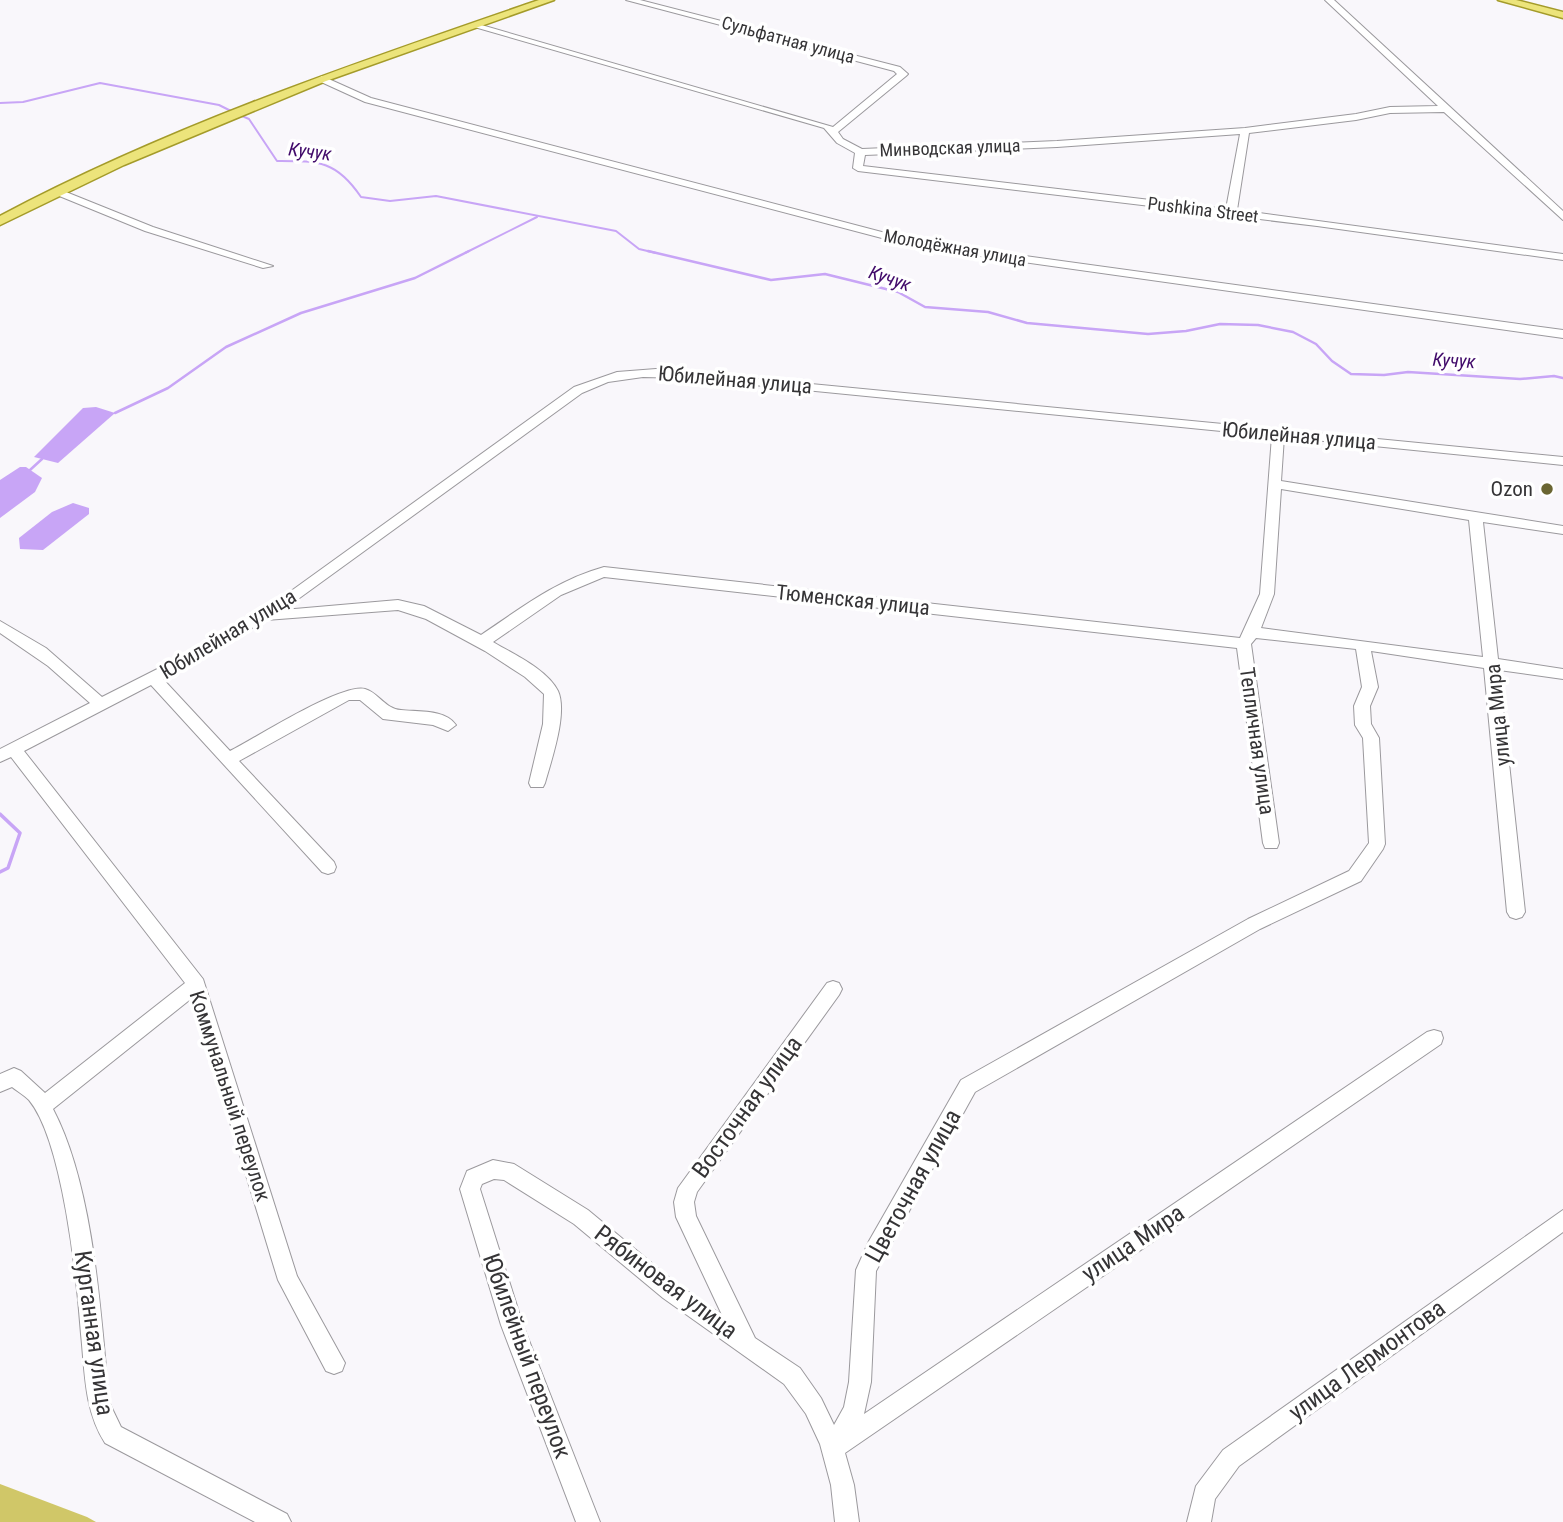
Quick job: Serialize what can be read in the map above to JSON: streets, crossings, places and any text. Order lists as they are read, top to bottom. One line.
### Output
{"streets":{"street":["Сульфатная улица","Минводская улица","Pushkina Street","Молодёжная улица","Юбилейная улица","Тюменская улица","улица Мира","Тепличная улица","Коммунальный переулок","Восточная улица","Цветочная улица","Рябиновая улица","Курганная улица","Юбилейный переулок","улица Лермонтова"]},"crossings":[["Сульфатная улица","Минводская улица"],["Минводская улица","Pushkina Street"],["Юбилейная улица","Тепличная улица"],["Юбилейная улица","Коммунальный переулок"],["Тюменская улица","улица Мира"],["Тюменская улица","Тепличная улица"],["Тюменская улица","Цветочная улица"],["улица Мира","Цветочная улица"],["улица Мира","Рябиновая улица"],["Восточная улица","Рябиновая улица"],["Цветочная улица","Рябиновая улица"],["Рябиновая улица","Юбилейный переулок"]],"water":["Кучук"],"places":["Ozon"]}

» EXERCISE PROMPT
Skipping all images, print the data above a second time exactly.

» EXERCISE RESPONSE
Quick job: Serialize what can be read in the map above to JSON: streets, crossings, places and any text. Order lists as they are read, top to bottom. One line.
### Output
{"streets":{"street":["Сульфатная улица","Минводская улица","Pushkina Street","Молодёжная улица","Юбилейная улица","Тюменская улица","улица Мира","Тепличная улица","Коммунальный переулок","Восточная улица","Цветочная улица","Рябиновая улица","Курганная улица","Юбилейный переулок","улица Лермонтова"]},"crossings":[["Сульфатная улица","Минводская улица"],["Минводская улица","Pushkina Street"],["Юбилейная улица","Тепличная улица"],["Юбилейная улица","Коммунальный переулок"],["Тюменская улица","улица Мира"],["Тюменская улица","Тепличная улица"],["Тюменская улица","Цветочная улица"],["улица Мира","Цветочная улица"],["улица Мира","Рябиновая улица"],["Восточная улица","Рябиновая улица"],["Цветочная улица","Рябиновая улица"],["Рябиновая улица","Юбилейный переулок"]],"water":["Кучук"],"places":["Ozon"]}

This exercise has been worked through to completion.